Lawmakers approved legislation to prevent childhood lead poisoning in New Jersey.
This legislation requires a proactive lead inspection process for rental properties built before 1978, closing a loophole that allowed all single family/two family rental units to go uninspected.
Before now, thousands of children were poisoned each year before lead was detected in a home – using kids as lead detectors. The new law will ensure that families know their home is lead-safe before they move in.
The floor vote passed unanimously 40-0 in the Senate and 70-3 in the Assembly, and is expected to be signed by the governor.
Isles is a nonprofit organization that worked in support the bills, S1147 and A1372, along with the Housing and Community Development Network of New Jersey, Green and Healthy Homes Initiative, Advocates for Children of NJ, New Jersey Future, Lead Free New Jersey, Environment NJ, Lead Safe Cleveland, and the Coalition to Prevent Lead Poisoning (Rochester, NY).”
“We know this is one of the most impactful ways to prevent childhood lead poisoning over the long term,” said Isles’ CEO Sean Jackson. “Today, the New Jersey legislature stops the usage of children as the canary in the coal mine.”
Jackson said Isles has been at the forefront of advocating for common sense policies to keep kids safe from lead and other environmental health hazards for decades.
“The vast majority of the nearly 4,000 new childhood lead poisoning cases each year in New Jersey are caused by lead-based paint that deteriorates and turns to dust in the home. Most families do not discover they have a lead paint poisoning problem until their child tests positive for an elevated blood lead level. COVID and the related stay-at-home orders exacerbated this problem,” says Ben Haygood, Isles’ Environmental Health Policy Director. “This legislation creates a ‘primary prevention’ system — identifying and addressing lead hazards in homes before children get poisoned.”

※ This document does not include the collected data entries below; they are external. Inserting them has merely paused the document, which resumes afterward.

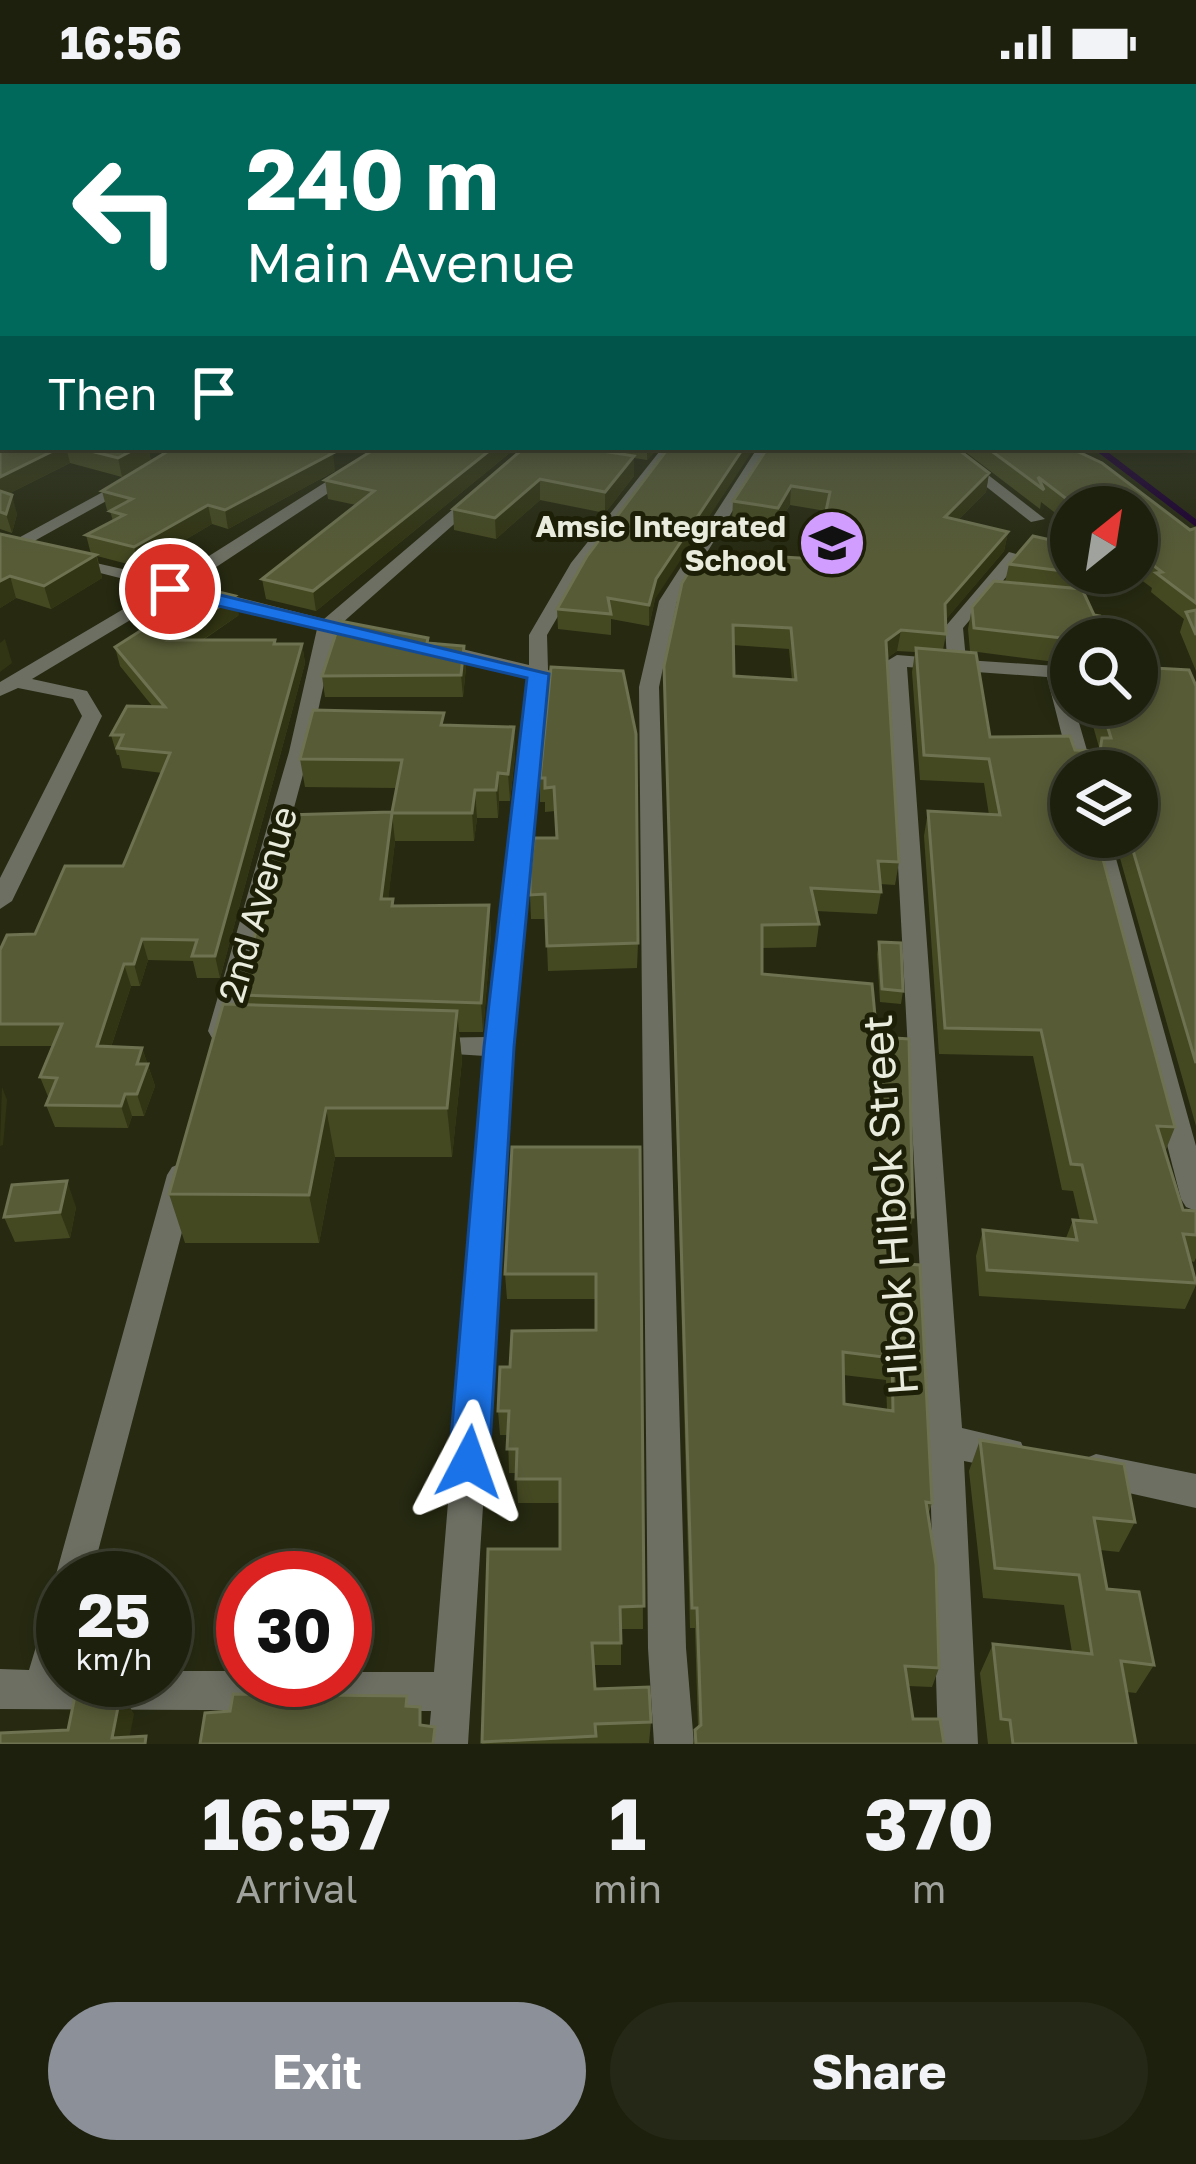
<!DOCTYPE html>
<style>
body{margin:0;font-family:"Golos Text",sans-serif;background:#252816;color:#f1f3f6;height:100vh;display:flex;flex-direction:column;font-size:45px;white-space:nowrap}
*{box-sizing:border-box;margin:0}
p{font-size:39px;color:#a0a39d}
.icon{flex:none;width:66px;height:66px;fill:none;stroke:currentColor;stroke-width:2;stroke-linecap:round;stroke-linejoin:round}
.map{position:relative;height:1660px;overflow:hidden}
.drawer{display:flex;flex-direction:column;background:#1d200d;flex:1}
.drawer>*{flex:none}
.hud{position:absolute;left:0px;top:0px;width:1197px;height:366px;box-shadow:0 6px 18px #0003,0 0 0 3px #3b3e2e;background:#00695c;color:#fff;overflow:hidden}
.needle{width:78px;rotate:30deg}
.controls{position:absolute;left:1050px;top:402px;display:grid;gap:24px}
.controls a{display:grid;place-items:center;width:108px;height:108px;border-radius:50%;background:#1d200d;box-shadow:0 6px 18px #0003,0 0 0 3px #3b3e2e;font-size:60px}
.speed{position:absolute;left:36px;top:1467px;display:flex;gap:24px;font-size:60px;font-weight:700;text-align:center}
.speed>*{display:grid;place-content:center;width:156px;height:156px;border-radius:50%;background:#1d200d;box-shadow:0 6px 18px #0003,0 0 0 3px #3b3e2e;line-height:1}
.speed small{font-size:30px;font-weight:400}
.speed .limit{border:18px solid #d22;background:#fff;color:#111}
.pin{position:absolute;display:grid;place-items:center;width:102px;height:102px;color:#fff;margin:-51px;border:6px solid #fff;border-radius:50%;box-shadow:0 3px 12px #0007}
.me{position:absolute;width:132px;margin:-66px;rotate:4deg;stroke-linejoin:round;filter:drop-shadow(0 0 9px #0008)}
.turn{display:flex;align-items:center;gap:42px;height:252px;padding:0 48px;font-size:54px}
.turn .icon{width:156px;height:156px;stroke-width:2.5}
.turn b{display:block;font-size:84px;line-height:102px}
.then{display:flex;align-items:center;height:114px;padding:0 48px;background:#0003;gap:24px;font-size:45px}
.eta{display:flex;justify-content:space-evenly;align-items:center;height:204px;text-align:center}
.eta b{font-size:72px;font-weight:700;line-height:84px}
.button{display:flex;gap:24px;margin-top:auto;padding:24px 48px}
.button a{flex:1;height:138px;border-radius:72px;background:#8c9099;color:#fff;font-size:48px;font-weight:700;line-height:138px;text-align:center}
.button a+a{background:#252816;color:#f1f3f6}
.status{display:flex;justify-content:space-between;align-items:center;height:84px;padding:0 60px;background:#1d200d;direction:ltr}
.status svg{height:33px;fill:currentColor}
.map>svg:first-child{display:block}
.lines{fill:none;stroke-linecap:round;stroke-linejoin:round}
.stream{stroke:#1d0032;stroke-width:6}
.minor{fill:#6d6f63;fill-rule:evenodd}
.wall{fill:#454922;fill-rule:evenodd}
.shaded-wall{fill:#323513}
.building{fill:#575b36;stroke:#6e7250;stroke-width:3;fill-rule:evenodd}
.route{fill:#1a73e8;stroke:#114b97;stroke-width:3}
.labels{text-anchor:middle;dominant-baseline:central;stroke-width:10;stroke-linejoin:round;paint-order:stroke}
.far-poi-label{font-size:30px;font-weight:bold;fill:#e9ecdd;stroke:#1d2007;text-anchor:end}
.street-label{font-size:36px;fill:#e9ecdd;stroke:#1d2007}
.near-street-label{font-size:42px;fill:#e9ecdd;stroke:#1d2007}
</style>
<div class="status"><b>16:56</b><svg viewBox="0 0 49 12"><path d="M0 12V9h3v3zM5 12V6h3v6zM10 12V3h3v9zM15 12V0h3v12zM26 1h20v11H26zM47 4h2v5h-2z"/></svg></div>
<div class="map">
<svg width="1196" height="1660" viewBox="0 0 1196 1660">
<rect width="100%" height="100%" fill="#272a11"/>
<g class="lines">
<polyline class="stream" points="1096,363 1196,439"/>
<g class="minor">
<polygon points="381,363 398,363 189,501 324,535 473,408 487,411 341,540 349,545 347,549 335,549 309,668 234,947 230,954 212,954 208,947 289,668 317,545 177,508 32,595 87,607 102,632 12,817 0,825 0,794 82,632 73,615 18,604 0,612 0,598 159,504 65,480 65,472 171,496"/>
<polygon points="663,363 678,363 588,481 547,551 548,586 560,592 548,597 512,963 468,1660 428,1660 431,1627 0,1625 0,1585 29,1586 50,1516 63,1510 63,1596 165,1596 165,1587 243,1587 243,1596 345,1596 345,1588 434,1588 485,972 423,968 419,961 423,954 487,953 529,593 426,568 424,564 433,558 529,581 529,551 571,479"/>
<polygon points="758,363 772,363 677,517 659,603 686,1564 694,1660 654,1660 648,1564 639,603 659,517"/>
<polygon points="936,363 952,363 1045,435 1031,438"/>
<polygon points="123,397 137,400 0,476 0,464"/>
<polygon points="1009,468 1024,472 963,544 966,576 1071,583 1071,595 1066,594 1093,687 1071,687 1047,593 907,583 962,1344 1021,1358 1026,1370 1021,1382 1009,1386 964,1377 978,1660 938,1660 929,1357 887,577 897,571 947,575 945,543"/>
<polygon points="1088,753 1110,753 1196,1062 1196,1127 1186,1123 1181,1115"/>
<polygon points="182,1079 192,1083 197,1091 91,1494 63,1494 63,1508 55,1494 167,1091 172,1083"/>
<polygon points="1096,1370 1196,1390 1196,1424 1084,1399 1079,1387 1084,1375"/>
</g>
</g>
<g class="wall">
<polygon points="3,278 3,363 148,363 151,377 122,393 70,379 8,410 17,430 12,449 0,445 0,279"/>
<polygon points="525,363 659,363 647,376 634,374 634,392 605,429 540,416 496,455 454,446 453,425"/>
<polygon points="669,363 655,515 649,542 611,535 611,551 558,545 557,525"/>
<path d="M768,363L989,389L986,408L958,436L1008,448L1004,467L946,535V550L943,566L990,653L1075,666L1098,667L1099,663L1087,621H1137L1196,602V1042L1114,753H1137V687H1071L1175,1043L1165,1068L1183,1126L1196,1127V1174L1194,1178L1191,1177L1196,1201L1185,1225L979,1212L976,1172L983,1146L1066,1154L1073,1136L1080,1137L1073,1107L1062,1106L1033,972L939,970L924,752L928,727L989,731L984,699L920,696L912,588L915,568L897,567L887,574L899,778L895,801L880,800L881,808L877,830L816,827L819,840L816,863L762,864V890L877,953L913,1133L907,1156L892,1155L932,1419L928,1431L939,1584L932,1603L908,1602L913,1635L944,1660H693L695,1646L698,1643L695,1544H690L664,582L816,475L826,427L790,421L776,443L732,436L733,417ZM733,561L789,565L792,596L734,592ZM843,1291L886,1296L887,1326L844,1320Z"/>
<polygon points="959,363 1068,363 1190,446 1196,444 1196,587 1180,548 1184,535 1151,508 1152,504 1132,489 1137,489 1137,423 1071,423 1071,441 1041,418 1040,425"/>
<polygon points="511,368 316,527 266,515 262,495 356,421 328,415 325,396"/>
<polygon points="335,387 228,445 212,440 139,483 97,472 102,494 51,525 16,514 0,524 0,450 91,470 86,451 113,437 110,427 107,426 102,407"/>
<polygon points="1071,477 1071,489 1075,489 1072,504 1094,531 1071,555 1071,580 970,567 968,545 972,523 1005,498 1009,480"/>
<polygon points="239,531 203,556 275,556 276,560 302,560 305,579 220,894 197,894 193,877 148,876 140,902 131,902 111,963 142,964 155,1002 144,1032 132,1032 128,1044 55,1043 46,1021 49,1015 40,993 53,962 0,962 0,866 35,850 123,782 163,689 122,684 119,671 117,671 111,651 153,623 120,582 115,563"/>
<polygon points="428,554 428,559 464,562 466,583 463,613 325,613 322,592"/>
<polygon points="551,583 638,859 637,884 548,887 546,835 531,835 530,811 556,754 555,727 545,728 545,718 540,718 540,694"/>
<polygon points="445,641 514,643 515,671 510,717 499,717 498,734 477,734 474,757 395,757 388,815 393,815 394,822 489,821 491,850 483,948 459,948 462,976 452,1073 335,1073 319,1159 185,1159 169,1110 243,920 240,911 392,728 396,704 305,703 300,675"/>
<polygon points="879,858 903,907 901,920 880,918 877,870"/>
<polygon points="640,1063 643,1545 621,1545 621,1581 594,1581 595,1605 651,1638 649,1659 482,1660 488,1465 560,1465 560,1419 518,1419 516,1389 509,1389 508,1351 500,1351 498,1327 510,1283 596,1246 596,1215 507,1215 505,1190"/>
<polygon points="76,1123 70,1154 15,1158 4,1133"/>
<polygon points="980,1356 1135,1438 1119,1468 1100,1466 1107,1505 1154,1581 1136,1609 1127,1608 1136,1660 988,1660 980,1589 993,1560 1072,1568 1064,1521 983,1514 969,1387"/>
</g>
<g class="shaded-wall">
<polygon points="61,363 66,363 70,379 0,414 0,393"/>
<polygon points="139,363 148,363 151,377 122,393 118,374"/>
<polygon points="494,363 510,363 511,368 316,527 313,507"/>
<polygon points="647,363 659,363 647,376"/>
<polygon points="744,363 755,363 655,515 649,542 649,521 656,495"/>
<polygon points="333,369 335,387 228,445 225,426"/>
<polygon points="634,372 634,392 605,429 605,408"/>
<polygon points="989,389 986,408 942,452 945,433"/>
<polygon points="540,395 540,416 496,455 495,434"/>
<polygon points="791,402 790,421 776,443 778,424"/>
<polygon points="12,411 17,430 12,449 6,430"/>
<polygon points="208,421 212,440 139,483 134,463"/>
<polygon points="1008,448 1004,467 942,540 945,520"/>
<polygon points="96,471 102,494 51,525 44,502"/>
<polygon points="10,492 16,514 0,524 0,497"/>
<polygon points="235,512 239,531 174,575 169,556"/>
<polygon points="901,546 897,567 883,577 886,557"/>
<polygon points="5,555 12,579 0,588 0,559"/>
<polygon points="302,560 305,579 220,894 215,872"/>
<polygon points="464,562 466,583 463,613 461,591"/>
<polygon points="514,643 515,671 510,717 508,690"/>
<polygon points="498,689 499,717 498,734 496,706"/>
<polygon points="475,706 477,734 474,757 472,729"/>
<polygon points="392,729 395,757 385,844 381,815"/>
<polygon points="489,821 491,850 483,948 481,919"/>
<polygon points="142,855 148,876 140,902 134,880"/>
<polygon points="124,880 131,902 104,984 97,962"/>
<polygon points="457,927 462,976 452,1073 447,1024"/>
<polygon points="142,964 155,1002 144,1032 137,1010 137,980"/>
<polygon points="2,1003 7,1016 3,1061 0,1062"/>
<polygon points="125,1010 132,1032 128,1044 121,1022"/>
<polygon points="326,1024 335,1073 319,1159 309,1111"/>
<polygon points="67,1097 76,1123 70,1154 60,1128"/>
<polygon points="121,1608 134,1630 128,1660 112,1654"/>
</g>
<g class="building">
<polygon points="1194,239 1195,239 1196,267 1194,267"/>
<polygon points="3,278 3,340 0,339 0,279"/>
<polygon points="0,352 3,352 3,363 61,363 0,393"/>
<polygon points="75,363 139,363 118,374"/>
<polygon points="175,363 310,363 333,369 225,426 208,421 134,463 86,451 124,431 110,427 132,415 102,407"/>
<polygon points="378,363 494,363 313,507 262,495 374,407 325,396"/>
<polygon points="525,363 578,363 634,372 605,408 540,395 495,434 453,425"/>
<polygon points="669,363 744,363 656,495 649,521 608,514 611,530 557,525 587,472"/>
<path d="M768,363H955L989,389L945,433L1008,448L945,520L946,550L901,546L886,557L899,778L878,777L881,808L811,804L819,840L762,841V890L872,900L877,953L909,955L913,1133L890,1132L894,1179L920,1181L932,1419L926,1418L936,1481L939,1584L905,1582L913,1635H940L944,1660H696L695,1646L701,1641L697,1524H692L664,582L682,499L701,468L816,475L830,408L791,402L778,424L733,417ZM733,541L791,544L796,596L734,592ZM843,1268L892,1274L893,1327L844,1320Z"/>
<polygon points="986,363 1068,363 1102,379 1190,446 1196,444 1196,519 1156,489 1162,488 1137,469 1137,423 1077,423 1038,393 1044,406"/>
<polygon points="0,407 12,411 6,430 0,428"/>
<polygon points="0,450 96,471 44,502 10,492 0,497"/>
<polygon points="1033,452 1064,459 1071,477 1071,488 1009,480"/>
<polygon points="994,497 1082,505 1094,531 1100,532 1107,555 1071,555 974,544 972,523"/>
<polygon points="206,505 235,512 169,556 275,556 274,560 302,560 215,872 192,872 197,856 142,855 134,880 124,880 97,962 142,964 137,980 148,980 137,1010 125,1010 121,1022 46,1021 57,994 40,993 62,940 0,940 0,866 7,851 35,850 65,782 123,782 170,669 117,664 123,651 111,651 127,622 165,623 115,563"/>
<polygon points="1196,526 1196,551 1186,528"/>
<polygon points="340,537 428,554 427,559 464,562 461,591 322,592"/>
<polygon points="916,564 976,569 990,653 1070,652 1075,666 1100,667 1102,654 1111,654 1101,621 1137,621 1137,583 1189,586 1196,602 1196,979 1129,753 1137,753 1137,687 1071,687 1071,753 1097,753 1175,1043 1157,1042 1183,1126 1196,1127 1196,1151 1183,1150 1196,1199 987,1186 983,1146 1077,1156 1073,1136 1096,1138 1082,1081 1071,1080 1041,946 945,944 928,727 1000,731 989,675 924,671"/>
<polygon points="551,583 623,587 636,650 638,859 547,862 545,810 530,811 530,788 534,754 557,754 554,703 545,704 545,694 540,694"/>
<polygon points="313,626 444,629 441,641 514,643 508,690 498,689 496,706 475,706 472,729 392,729 381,815 393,815 392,822 489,821 481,919 240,911 285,731 392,728 402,676 300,675"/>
<polygon points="879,858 901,859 903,907 882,905"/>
<polygon points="223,920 457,927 447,1024 326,1024 309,1111 169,1110"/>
<polygon points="512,1063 640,1063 644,1522 620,1523 621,1559 592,1559 595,1605 649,1603 651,1638 595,1640 596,1652 482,1658 488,1465 560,1465 560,1395 516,1395 517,1365 507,1365 509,1327 498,1327 500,1283 510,1283 512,1247 596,1246 596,1190 505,1190"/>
<polygon points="67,1097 60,1128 4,1133 12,1101"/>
<polygon points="980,1356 1124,1380 1135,1438 1094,1434 1107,1505 1139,1508 1154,1581 1121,1577 1136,1660 1013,1660 1010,1636 1001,1635 993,1560 1092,1570 1079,1491 995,1484"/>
<polygon points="76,1607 121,1608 112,1654 146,1652 145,1660 0,1660 0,1649 68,1646"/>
<polygon points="233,1610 407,1612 406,1622 420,1623 420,1641 435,1643 433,1660 200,1660 205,1629 230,1627"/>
</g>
<linearGradient id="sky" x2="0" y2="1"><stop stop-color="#151709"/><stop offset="0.51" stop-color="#414a43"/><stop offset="1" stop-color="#414a43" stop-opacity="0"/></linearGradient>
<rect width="1196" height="471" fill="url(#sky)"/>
<polygon class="route" points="170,499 549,590 514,963 489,1378 483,1391 469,1396 455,1391 449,1378 484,963 527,594 163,509 163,501"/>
<defs>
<g id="school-disc" transform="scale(3.45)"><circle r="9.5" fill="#d19dfe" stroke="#1d2007"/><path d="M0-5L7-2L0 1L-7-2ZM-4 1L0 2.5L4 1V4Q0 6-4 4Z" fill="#111"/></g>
</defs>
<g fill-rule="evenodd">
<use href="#school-disc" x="832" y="459"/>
</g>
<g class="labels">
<g class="far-poi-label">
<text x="786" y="442">Amsic Integrated<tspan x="786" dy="34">School</tspan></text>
</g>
<g class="street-label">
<text transform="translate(257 820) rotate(-74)">2nd Avenue</text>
</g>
<g class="near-street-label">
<text transform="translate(889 1121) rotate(-94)">Hibok Hibok Street</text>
</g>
</g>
</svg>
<div class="controls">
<a><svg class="needle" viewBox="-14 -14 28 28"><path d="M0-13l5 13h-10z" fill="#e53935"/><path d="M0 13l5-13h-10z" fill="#a0a39d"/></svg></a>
<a><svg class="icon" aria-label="search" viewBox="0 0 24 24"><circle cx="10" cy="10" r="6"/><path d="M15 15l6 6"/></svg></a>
<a><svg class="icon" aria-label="layers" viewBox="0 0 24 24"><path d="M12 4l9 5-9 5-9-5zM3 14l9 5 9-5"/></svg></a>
</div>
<div class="speed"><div>25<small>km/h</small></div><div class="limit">30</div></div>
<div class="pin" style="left:170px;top:505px;background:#d93025"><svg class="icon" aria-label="arrive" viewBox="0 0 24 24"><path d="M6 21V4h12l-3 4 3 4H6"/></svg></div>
<svg class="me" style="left:469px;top:1378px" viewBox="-20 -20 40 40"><path d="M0-17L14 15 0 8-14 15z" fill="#1a73e8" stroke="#fff" stroke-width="4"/></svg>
<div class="hud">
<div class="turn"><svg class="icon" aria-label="left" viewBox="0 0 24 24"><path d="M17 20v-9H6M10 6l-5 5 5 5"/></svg><div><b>240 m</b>Main Avenue</div></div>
<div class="then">Then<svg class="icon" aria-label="arrive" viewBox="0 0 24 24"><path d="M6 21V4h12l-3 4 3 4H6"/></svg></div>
</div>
</div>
<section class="drawer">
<div class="eta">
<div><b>16:57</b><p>Arrival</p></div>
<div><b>1</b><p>min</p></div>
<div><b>370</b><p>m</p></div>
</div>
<div class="button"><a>Exit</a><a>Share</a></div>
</section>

In states and cities where similar policies have been implemented, childhood lead poisoning from lead-based paint has plummeted.
In Rochester, for example, after requiring a lead safe certificate for all rental housing, lead poisoning of children dropped nearly 90% over 10 years. Maryland has reduced lead poisoning in Baltimore by 99%; Rhode Island and Massachusetts have had similar outcomes.
No Safe Lead Levels
Lead is a dangerous neurotoxin that affects a child’s learning, memory, and even behavior, as it damages the part of the brain that controls impulse.
“There is no such thing as a ‘safe’ level of lead,” says Elyse Pivnick, Isles’ Senior Director of Environmental Health. “Children with even low levels of lead are six times more likely to enter the juvenile justice system, thirty percent more likely to fail 3rd grade reading and math, and seven times more likely to drop out of school. Tragically, in 2015, 13 municipalities in New Jersey had a higher percentage of children with elevated blood lead levels than Flint, MI.”
The costs and impacts of allowing the persistence of lead in paint and water affects all New Jerseyans.
The costs associated with lead poisoning are immense — more than $62 million annually for NJ taxpayers.
Lead poisoning drives higher special education costs, higher levels of juvenile crime and incarceration, increased high school dropouts, higher rates of unemployment, and a variety of health problems that lead to earlier retirement, enrollment in Medicaid, and even death.
New studies have shown the long-term effects of lead exposure on heart and kidney disease and neurological issues for seniors, as well.